%%
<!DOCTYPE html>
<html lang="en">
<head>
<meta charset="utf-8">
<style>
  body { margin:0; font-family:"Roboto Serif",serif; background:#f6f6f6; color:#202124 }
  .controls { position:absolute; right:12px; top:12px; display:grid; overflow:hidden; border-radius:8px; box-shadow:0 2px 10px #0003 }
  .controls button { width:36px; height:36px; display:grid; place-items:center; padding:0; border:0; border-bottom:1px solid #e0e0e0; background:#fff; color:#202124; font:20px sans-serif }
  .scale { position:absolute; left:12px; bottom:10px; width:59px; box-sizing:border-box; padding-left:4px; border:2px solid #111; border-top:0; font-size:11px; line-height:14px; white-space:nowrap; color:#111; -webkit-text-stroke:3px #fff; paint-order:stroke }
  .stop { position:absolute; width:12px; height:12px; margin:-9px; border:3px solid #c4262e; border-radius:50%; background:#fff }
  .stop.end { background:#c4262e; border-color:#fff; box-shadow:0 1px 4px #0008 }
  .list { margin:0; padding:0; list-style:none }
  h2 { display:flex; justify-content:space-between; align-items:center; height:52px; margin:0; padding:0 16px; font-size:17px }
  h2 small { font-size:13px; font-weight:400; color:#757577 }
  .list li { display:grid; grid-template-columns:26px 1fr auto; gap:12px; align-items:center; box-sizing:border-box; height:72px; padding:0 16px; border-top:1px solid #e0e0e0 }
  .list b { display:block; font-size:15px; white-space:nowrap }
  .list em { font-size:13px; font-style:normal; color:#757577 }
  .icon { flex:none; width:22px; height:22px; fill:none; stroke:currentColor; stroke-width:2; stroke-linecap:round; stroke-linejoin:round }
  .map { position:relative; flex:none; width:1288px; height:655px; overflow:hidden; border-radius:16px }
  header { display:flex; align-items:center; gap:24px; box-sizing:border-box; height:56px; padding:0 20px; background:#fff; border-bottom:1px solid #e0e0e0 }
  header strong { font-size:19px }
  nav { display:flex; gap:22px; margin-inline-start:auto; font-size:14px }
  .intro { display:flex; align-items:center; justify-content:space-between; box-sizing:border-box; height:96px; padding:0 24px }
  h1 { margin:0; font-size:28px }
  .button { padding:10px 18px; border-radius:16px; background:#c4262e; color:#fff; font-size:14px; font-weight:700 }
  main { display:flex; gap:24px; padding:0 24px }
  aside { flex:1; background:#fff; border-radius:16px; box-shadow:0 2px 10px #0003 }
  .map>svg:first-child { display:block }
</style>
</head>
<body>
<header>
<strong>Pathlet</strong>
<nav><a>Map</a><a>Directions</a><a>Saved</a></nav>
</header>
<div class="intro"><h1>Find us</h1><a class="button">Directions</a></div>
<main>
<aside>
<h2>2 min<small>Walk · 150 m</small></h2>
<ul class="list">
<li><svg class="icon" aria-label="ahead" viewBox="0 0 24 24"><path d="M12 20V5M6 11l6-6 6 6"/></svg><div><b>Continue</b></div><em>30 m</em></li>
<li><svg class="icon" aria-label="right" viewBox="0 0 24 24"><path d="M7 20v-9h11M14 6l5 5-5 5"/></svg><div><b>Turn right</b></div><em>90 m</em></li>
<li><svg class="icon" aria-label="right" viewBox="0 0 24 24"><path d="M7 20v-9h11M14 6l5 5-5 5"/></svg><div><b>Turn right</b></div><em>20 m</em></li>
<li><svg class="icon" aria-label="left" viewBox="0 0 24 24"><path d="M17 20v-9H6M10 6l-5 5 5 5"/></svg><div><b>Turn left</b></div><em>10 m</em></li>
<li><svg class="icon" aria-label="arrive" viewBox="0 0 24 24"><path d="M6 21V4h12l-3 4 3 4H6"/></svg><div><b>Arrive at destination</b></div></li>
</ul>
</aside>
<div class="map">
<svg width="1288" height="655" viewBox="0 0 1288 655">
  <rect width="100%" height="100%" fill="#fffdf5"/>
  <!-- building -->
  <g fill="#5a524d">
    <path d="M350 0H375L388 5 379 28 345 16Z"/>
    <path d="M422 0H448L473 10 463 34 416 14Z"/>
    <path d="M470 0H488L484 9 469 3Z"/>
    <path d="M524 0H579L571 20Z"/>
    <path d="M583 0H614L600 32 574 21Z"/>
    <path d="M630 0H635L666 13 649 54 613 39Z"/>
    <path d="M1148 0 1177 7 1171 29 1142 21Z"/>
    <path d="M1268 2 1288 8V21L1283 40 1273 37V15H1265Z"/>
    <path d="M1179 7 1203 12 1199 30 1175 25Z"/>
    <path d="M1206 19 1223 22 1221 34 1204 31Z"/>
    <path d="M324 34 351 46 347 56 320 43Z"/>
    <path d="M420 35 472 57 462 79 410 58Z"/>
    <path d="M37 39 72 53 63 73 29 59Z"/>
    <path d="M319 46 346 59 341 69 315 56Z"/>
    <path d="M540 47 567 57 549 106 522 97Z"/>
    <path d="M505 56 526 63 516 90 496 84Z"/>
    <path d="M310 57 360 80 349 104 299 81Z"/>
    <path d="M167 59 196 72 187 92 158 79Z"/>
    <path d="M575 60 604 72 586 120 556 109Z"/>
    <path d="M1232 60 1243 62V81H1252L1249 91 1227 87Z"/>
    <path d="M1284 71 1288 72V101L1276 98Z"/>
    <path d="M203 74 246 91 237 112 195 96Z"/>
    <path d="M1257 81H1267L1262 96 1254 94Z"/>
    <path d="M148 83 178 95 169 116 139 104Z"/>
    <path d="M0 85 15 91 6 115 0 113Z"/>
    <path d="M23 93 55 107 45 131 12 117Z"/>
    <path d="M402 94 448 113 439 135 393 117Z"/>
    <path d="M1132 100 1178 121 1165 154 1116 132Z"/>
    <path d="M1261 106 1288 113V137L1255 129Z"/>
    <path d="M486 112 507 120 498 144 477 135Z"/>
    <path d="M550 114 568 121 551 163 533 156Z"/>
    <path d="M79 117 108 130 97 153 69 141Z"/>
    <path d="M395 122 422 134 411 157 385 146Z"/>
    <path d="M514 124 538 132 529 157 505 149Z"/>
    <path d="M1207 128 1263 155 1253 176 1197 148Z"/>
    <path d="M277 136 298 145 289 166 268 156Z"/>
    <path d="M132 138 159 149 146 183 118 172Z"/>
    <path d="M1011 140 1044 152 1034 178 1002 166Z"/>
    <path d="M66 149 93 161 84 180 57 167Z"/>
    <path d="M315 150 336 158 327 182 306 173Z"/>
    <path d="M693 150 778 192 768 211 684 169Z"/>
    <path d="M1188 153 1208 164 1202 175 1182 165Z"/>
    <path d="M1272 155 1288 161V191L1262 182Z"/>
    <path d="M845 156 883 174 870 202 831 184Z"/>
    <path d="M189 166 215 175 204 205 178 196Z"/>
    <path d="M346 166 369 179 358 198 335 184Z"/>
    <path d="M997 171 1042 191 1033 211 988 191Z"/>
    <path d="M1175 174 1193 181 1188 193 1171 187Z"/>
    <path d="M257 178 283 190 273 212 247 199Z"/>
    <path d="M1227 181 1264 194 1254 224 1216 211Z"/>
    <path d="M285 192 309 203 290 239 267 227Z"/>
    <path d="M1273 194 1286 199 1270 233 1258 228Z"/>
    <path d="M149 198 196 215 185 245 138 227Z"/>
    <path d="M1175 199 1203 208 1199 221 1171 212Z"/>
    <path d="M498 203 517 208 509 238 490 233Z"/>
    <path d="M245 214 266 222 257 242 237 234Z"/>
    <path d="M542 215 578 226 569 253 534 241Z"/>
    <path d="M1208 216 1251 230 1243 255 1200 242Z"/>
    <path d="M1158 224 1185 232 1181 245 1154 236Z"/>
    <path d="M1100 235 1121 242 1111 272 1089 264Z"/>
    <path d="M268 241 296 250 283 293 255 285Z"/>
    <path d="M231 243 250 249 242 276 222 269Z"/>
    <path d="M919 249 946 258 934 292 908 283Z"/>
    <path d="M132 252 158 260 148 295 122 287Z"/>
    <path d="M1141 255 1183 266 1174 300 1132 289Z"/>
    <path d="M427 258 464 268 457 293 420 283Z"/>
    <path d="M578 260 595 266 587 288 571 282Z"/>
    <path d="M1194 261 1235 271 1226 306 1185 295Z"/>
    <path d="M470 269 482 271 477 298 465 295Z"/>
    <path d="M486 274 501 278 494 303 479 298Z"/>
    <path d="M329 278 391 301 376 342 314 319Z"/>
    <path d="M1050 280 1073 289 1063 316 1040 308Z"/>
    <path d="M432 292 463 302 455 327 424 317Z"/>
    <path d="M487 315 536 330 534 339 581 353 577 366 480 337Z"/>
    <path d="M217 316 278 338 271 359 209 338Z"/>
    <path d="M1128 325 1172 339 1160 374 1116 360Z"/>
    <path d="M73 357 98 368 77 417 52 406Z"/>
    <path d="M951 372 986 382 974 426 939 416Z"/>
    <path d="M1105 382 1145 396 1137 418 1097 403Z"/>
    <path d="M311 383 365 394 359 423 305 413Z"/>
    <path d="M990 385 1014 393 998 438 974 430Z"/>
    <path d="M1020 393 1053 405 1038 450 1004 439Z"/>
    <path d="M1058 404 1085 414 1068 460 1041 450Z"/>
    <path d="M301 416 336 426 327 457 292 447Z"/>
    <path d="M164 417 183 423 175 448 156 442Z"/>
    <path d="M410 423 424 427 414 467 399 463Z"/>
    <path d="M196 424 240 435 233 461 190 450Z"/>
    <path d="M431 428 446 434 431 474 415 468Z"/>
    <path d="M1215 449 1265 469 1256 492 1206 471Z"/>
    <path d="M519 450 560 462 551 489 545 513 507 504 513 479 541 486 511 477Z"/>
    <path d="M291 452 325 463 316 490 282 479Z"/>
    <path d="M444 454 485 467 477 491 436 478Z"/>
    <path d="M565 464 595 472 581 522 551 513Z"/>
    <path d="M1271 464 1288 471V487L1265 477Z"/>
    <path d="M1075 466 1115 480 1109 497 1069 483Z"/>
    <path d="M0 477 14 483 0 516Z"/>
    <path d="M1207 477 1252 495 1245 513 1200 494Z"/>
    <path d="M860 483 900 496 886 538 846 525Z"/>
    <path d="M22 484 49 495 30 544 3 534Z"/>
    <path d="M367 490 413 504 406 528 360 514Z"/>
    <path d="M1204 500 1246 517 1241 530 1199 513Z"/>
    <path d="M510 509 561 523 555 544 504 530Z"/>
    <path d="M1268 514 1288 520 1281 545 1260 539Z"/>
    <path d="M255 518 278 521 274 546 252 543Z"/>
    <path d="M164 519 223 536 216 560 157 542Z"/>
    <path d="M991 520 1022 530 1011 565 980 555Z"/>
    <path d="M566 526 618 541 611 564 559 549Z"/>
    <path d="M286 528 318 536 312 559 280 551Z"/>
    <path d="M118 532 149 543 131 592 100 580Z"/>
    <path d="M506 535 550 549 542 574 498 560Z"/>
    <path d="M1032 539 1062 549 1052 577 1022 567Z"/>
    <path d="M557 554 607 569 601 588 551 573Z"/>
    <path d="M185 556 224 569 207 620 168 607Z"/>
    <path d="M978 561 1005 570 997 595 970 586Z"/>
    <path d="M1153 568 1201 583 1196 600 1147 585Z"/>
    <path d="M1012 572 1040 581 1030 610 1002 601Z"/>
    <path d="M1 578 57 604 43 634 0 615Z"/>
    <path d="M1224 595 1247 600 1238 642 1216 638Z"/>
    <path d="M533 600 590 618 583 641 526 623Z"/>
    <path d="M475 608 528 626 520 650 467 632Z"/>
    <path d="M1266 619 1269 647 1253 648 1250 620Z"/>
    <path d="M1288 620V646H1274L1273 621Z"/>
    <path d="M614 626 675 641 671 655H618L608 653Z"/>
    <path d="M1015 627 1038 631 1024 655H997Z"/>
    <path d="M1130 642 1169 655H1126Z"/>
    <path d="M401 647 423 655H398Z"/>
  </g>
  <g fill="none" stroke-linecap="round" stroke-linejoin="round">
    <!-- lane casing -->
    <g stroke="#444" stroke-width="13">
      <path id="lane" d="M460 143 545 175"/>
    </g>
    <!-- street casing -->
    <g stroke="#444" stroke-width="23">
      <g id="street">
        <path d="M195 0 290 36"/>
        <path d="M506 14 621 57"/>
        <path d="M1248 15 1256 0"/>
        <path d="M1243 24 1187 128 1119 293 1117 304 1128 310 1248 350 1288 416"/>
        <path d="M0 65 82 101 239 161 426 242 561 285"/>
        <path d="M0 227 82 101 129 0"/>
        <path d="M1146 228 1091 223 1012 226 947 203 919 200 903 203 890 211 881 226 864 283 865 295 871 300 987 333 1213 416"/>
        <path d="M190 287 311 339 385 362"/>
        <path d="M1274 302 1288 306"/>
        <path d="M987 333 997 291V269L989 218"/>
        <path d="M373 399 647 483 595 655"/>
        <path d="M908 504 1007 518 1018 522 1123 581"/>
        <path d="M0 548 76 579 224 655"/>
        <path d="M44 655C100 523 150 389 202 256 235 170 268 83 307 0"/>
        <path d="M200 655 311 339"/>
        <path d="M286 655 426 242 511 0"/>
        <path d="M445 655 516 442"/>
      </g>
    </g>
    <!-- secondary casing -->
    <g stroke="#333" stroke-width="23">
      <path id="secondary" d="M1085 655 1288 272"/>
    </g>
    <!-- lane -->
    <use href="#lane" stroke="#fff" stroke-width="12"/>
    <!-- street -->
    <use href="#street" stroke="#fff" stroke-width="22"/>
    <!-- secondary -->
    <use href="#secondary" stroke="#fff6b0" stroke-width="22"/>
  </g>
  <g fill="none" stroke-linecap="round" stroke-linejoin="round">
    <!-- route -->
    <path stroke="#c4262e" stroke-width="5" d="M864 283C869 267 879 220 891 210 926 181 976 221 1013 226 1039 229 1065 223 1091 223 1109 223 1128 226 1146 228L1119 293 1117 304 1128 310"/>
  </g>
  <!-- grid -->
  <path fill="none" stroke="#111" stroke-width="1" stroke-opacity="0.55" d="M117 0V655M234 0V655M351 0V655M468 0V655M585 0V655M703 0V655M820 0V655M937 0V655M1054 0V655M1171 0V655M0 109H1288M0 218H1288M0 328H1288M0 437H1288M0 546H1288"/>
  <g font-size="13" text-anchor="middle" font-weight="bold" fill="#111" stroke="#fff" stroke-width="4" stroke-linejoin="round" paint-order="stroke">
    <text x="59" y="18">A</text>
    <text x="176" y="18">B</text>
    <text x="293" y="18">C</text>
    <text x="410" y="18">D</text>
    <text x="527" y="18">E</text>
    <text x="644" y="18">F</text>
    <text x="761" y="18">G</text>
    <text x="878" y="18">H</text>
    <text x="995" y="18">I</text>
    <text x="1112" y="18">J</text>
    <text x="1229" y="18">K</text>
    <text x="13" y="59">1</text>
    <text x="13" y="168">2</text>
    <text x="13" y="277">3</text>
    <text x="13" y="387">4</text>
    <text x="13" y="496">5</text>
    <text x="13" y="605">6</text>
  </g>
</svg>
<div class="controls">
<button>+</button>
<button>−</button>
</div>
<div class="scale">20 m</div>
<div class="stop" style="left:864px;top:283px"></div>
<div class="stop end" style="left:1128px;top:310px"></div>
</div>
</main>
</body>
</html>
%%
▶ THE TASK:
Copy out the data above word for word, starting at its first line and ending with the line that contains "width:36px; height:36px; display:grid;".

▶ YOUR RESPONSE:
<!DOCTYPE html>
<html lang="en">
<head>
<meta charset="utf-8">
<style>
  body { margin:0; font-family:"Roboto Serif",serif; background:#f6f6f6; color:#202124 }
  .controls { position:absolute; right:12px; top:12px; display:grid; overflow:hidden; border-radius:8px; box-shadow:0 2px 10px #0003 }
  .controls button { width:36px; height:36px; display:grid; place-items:center; padding:0; border:0; border-bottom:1px solid #e0e0e0; background:#fff; color:#202124; font:20px sans-serif }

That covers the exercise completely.